Ghosting: Dein Kunde meldet sich nicht mehr

1. September 2020November 27th, 2021Kein Kommentar
Ghosting

Andy hat mir per eMail eine Frage gestellt. Er schilderte mir einen Fall, bei dem er nach einem sehr angenehmen Kundengespräch (2 Stunden Dauer) per Handschlag einen Auftrag bekommen hat und sich der Kunde sichtlich erfreut über den Auftrag gezeigt hat.

Seitdem meldet sich der Kunde nicht mehr.

Dazu habe ich ein paar Anregungen:

Interesse zeigen

Wichtig ist, auch weiterhin Interesse zu zeigen, den Auftrag auf jeden Fall durchzuführen. Es darf deutlich werden, dass du es gar nicht abwarten kannst, anzufangen und du dich für das Thema begeisterst.

Auf der anderen Seite sollte es nicht so aussehen, dass du den Auftrag / das Honorar dringend brauchst.

Es kommt also auf die richtige Balance zwischen Interesse zeigen und „nicht nerven“ an.

Du kennst die Hintergründe nicht

Du weißt oft nicht, was wirklich der Grund für eine Zurückhaltung ist.

Ich habe es einmal erlebt, dass ein Interessent eine schwere Krankheit hatte, die ihn längere Zeit aus dem Verkehr gezogen hat. Dieses Thema wollte er aber verständlicherweise nicht breit kommunizieren.

Oder es gibt interne Klärungen bzw. Meinungsverschiedenheiten in einer Firma, die dir verborgen bleiben.

Verständnis und Zurückhaltung sind also in den meisten Fällen sinnvoll.

Emails kommen nicht an

Ein banaler Hinderungsgrund können nicht zugestellte Emails sein.
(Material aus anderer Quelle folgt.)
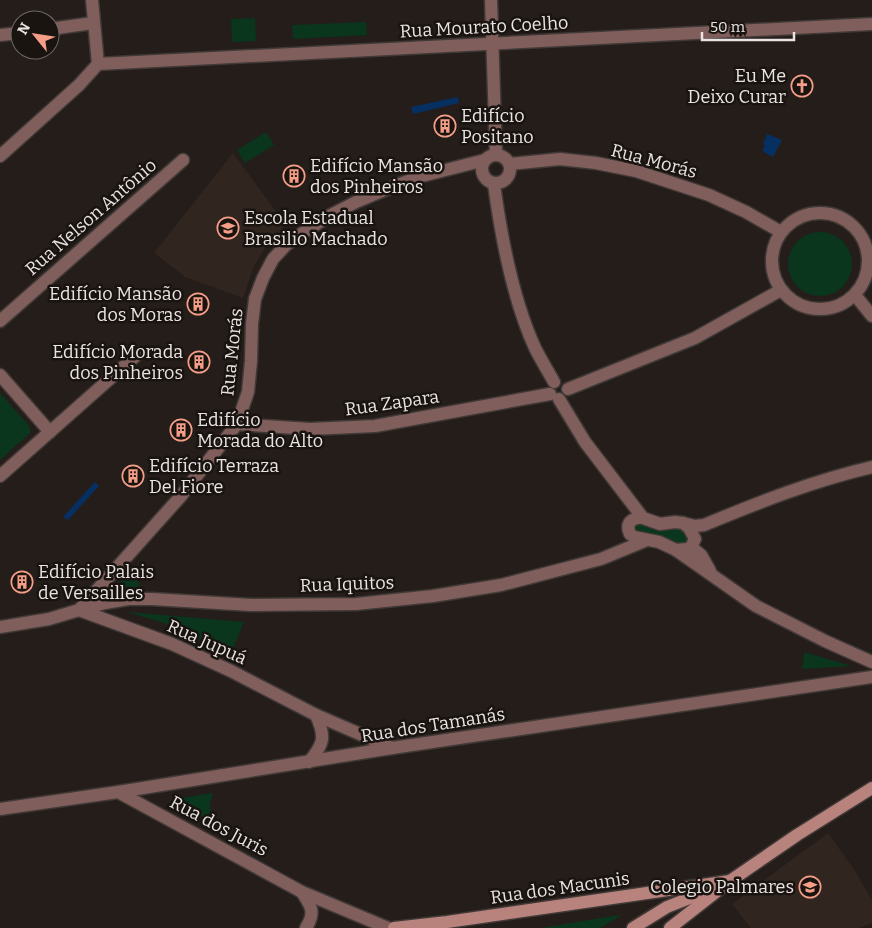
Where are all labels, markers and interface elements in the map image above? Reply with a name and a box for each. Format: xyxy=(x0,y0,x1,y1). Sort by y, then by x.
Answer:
north arrow xyxy=(10,10,60,60)
scale bar xyxy=(702,10,794,42)
street label: Rua Mourato Coelho xyxy=(399,12,569,42)
text: 50 m xyxy=(710,18,746,36)
text: N xyxy=(14,20,34,38)
place label: Eu Me Deixo Curar xyxy=(688,65,786,108)
church icon: Eu Me Deixo Curar xyxy=(790,74,814,98)
place label: Edifício Positano xyxy=(461,105,534,148)
building icon: Edifício Positano xyxy=(433,114,457,138)
street label: Rua Morás xyxy=(609,139,699,183)
street label: Rua Nelson Antônio xyxy=(21,154,161,280)
place label: Edifício Mansão dos Pinheiros xyxy=(310,155,443,198)
building icon: Edifício Mansão dos Pinheiros xyxy=(282,164,306,188)
place label: Escola Estadual Brasilio Machado xyxy=(244,207,388,250)
school or university icon: Escola Estadual Brasilio Machado xyxy=(216,216,240,240)
place label: Edifício Mansão dos Moras xyxy=(49,283,182,326)
building icon: Edifício Mansão dos Moras xyxy=(186,292,210,316)
street label: Rua Morás xyxy=(216,307,248,397)
place label: Edifício Morada dos Pinheiros xyxy=(52,341,183,384)
building icon: Edifício Morada dos Pinheiros xyxy=(187,350,211,374)
street label: Rua Zapara xyxy=(343,385,441,420)
place label: Edifício Morada do Alto xyxy=(197,409,323,452)
building icon: Edifício Morada do Alto xyxy=(169,418,193,442)
place label: Edifício Terraza Del Fiore xyxy=(149,455,279,498)
building icon: Edifício Terraza Del Fiore xyxy=(121,464,145,488)
place label: Edifício Palais de Versailles xyxy=(38,561,154,604)
building icon: Edifício Palais de Versailles xyxy=(10,570,34,594)
street label: Rua Iquitos xyxy=(299,571,395,597)
street label: Rua Jupuá xyxy=(164,615,250,669)
street label: Rua dos Tamanás xyxy=(359,703,507,747)
street label: Rua dos Juris xyxy=(166,791,272,861)
street label: Rua dos Macunis xyxy=(489,867,631,909)
school or university icon: Colegio Palmares xyxy=(798,875,822,899)
place label: Colegio Palmares xyxy=(650,876,794,898)

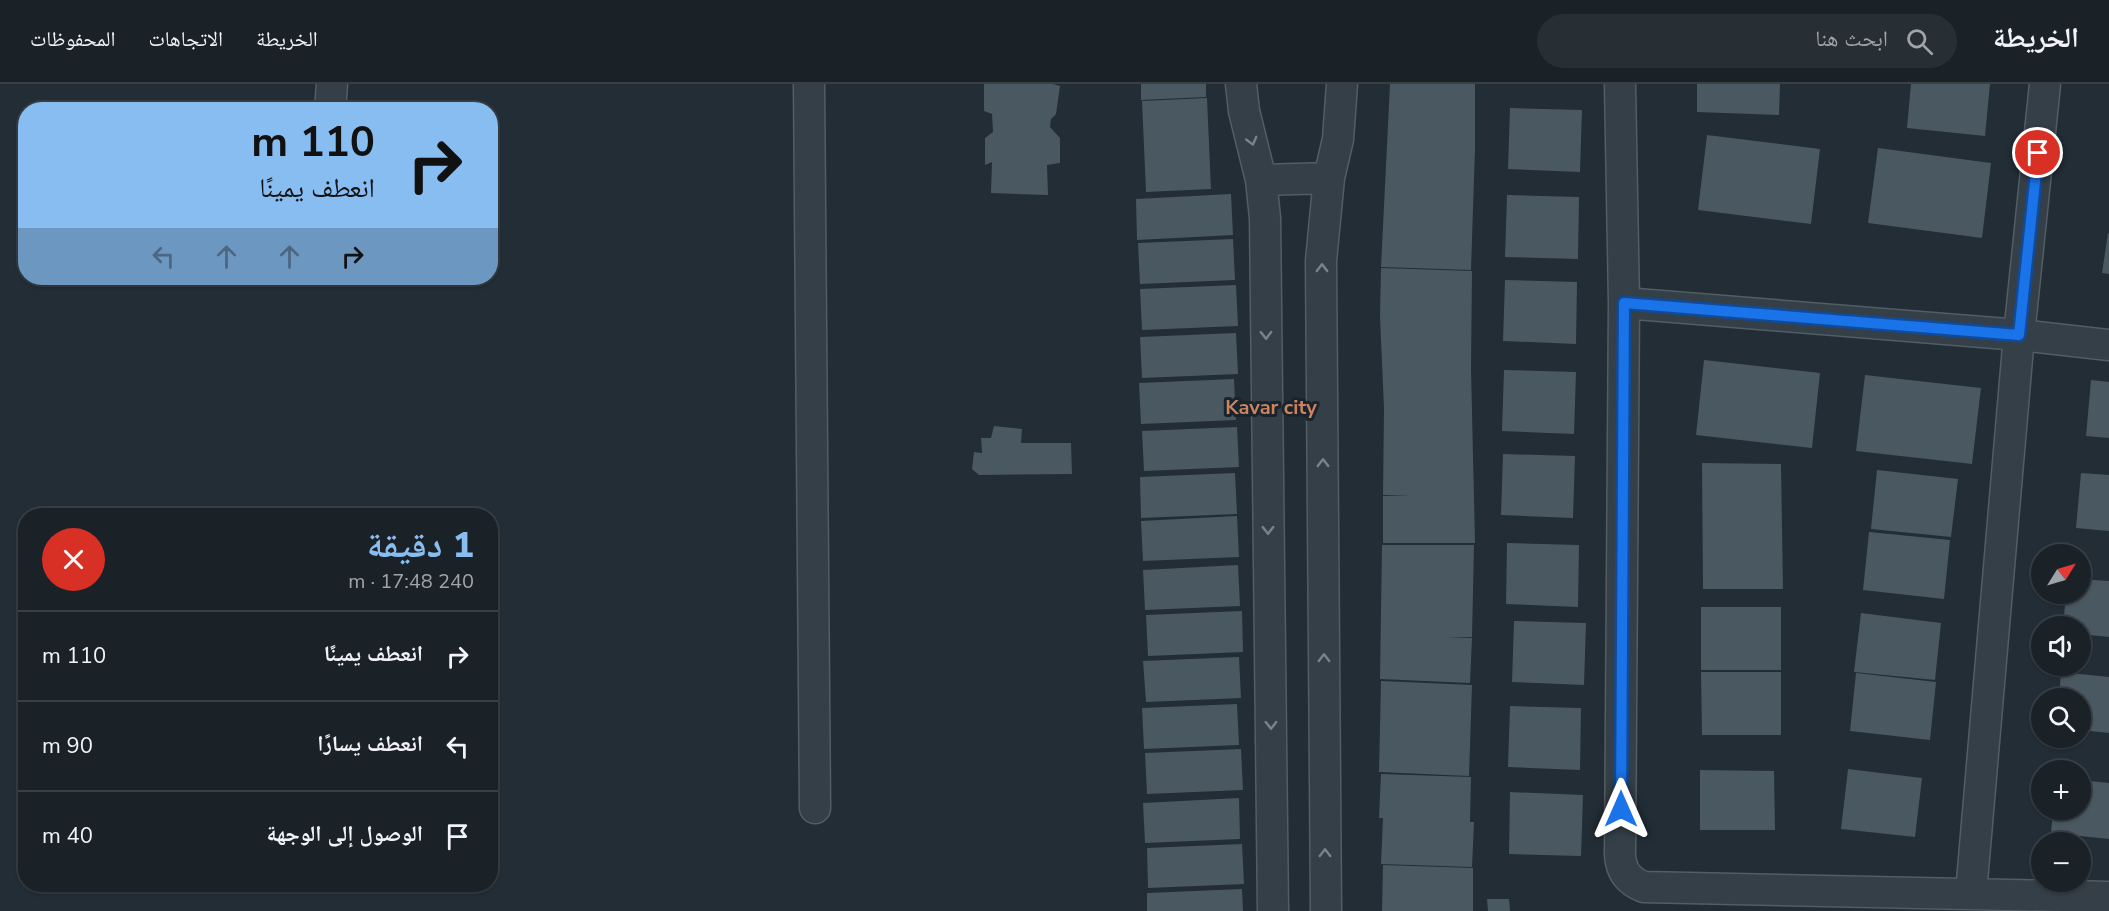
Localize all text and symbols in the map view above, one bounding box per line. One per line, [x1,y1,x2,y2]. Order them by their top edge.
search box [1537,14,1957,68]
text: الخريطة [1993,19,2079,57]
text: ابحث هنا [1815,24,1888,54]
text: المحفوظات [30,25,115,53]
text: الاتجاهات [148,25,223,53]
text: الخريطة [256,25,318,53]
icon: search [1903,25,1936,58]
text: 110 m [251,114,375,171]
icon: right [396,126,474,204]
pin [2012,127,2063,178]
one-way arrow [1245,135,1257,146]
icon: arrive [2021,136,2054,169]
text: انعطف يمينًا [259,170,375,207]
icon: left [147,240,180,273]
icon: ahead [210,240,243,273]
icon: ahead [273,240,306,273]
icon: right [336,240,369,273]
one-way arrow [1316,263,1328,272]
one-way arrow [1260,330,1272,339]
district label: Kavar city [1225,394,1317,421]
one-way arrow [1317,458,1329,467]
text: 1 دقيقة [367,521,474,570]
one-way arrow [1262,525,1275,534]
button: close [42,528,105,591]
north arrow [2031,544,2091,604]
map controls [2031,544,2091,892]
text: 240 m · 17:48 [348,568,474,595]
button: sound [2031,616,2091,676]
text: انعطف يمينًا [324,639,423,669]
icon: right [441,640,474,673]
text: 110 m [42,641,106,671]
one-way arrow [1318,653,1330,662]
button: search [2031,688,2091,748]
one-way arrow [1265,720,1277,729]
text: انعطف يسارًا [317,729,423,759]
icon: left [441,730,474,763]
text: 90 m [42,731,93,761]
button: + [2031,760,2091,820]
position arrow [1589,777,1653,841]
text: الوصول إلى الوجهة [266,819,423,849]
icon: arrive [441,820,474,853]
text: 40 m [42,821,93,851]
button: − [2031,832,2091,892]
one-way arrow [1319,848,1332,857]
Hast Du schon einmal in Deinen Spam-Filter geschaut? Vielleicht ist die Nachricht des Kunden dort gelandet. Es kann auch durchaus vorkommen, dass Emails überhaupt nicht zugestellt werden. Also darfst Du gerne auf einem anderen Weg, z.B. telefonisch, nachfragen.

Dein Kunde kann oder möchte die Absage nicht begründen

Manchen Menschen ist es peinlich, eine Absage auszusprechen und sich Nachfragen ausgesetzt zu sehen. Da ziehen sie lieber den Kopf ein.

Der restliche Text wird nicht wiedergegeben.